(EXERCISE DATA)
■ ■ ■

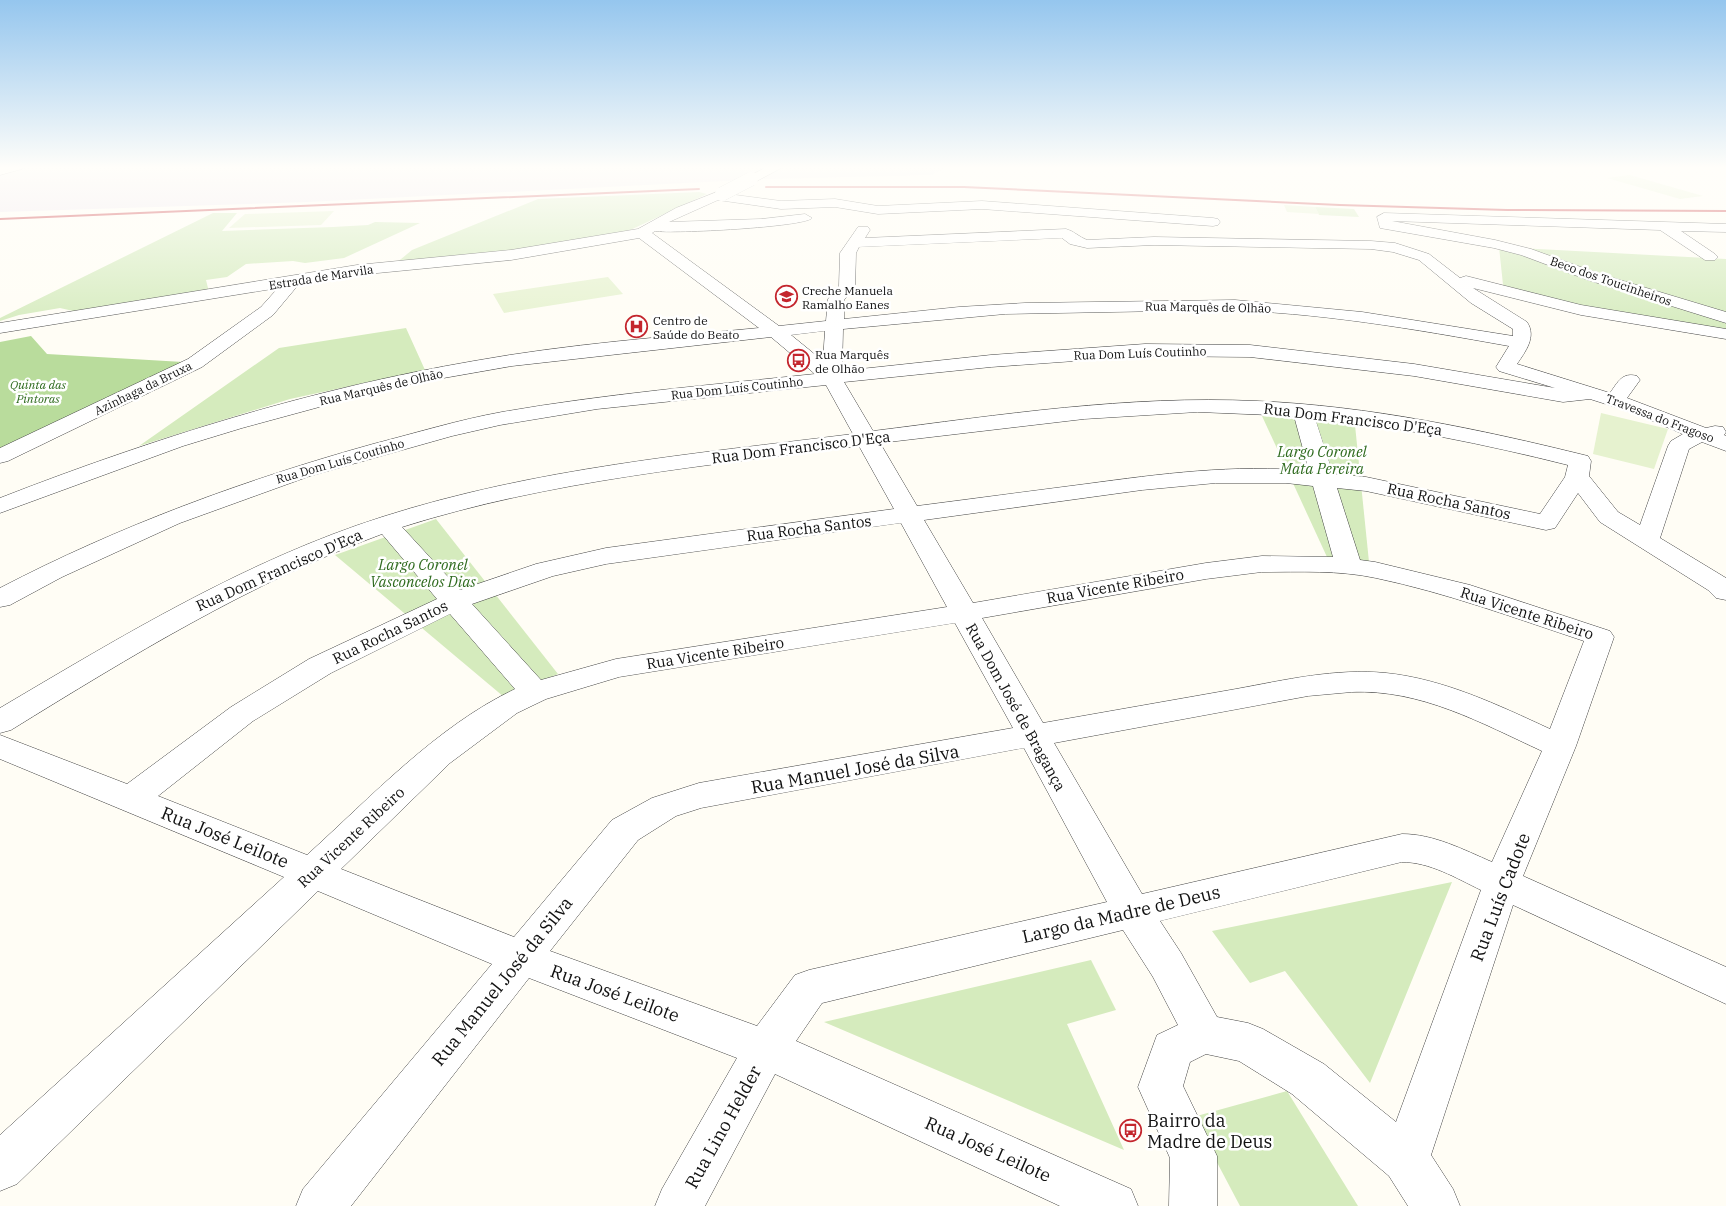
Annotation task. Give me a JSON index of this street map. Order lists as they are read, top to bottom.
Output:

■ ■ ■

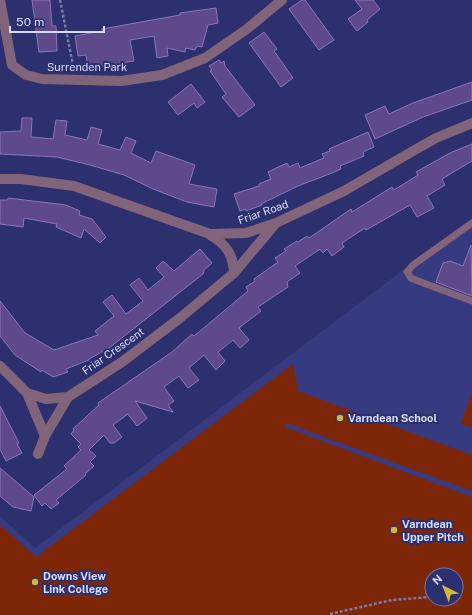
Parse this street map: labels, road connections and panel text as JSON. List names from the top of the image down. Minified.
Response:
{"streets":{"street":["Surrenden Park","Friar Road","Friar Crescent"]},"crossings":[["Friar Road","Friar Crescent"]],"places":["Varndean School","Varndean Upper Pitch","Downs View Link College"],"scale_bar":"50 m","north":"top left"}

■ ■ ■

(WORK INSTRUCTION) Number of lines above containing "this": state it and nothing else.

(TASK SOLUTION) 2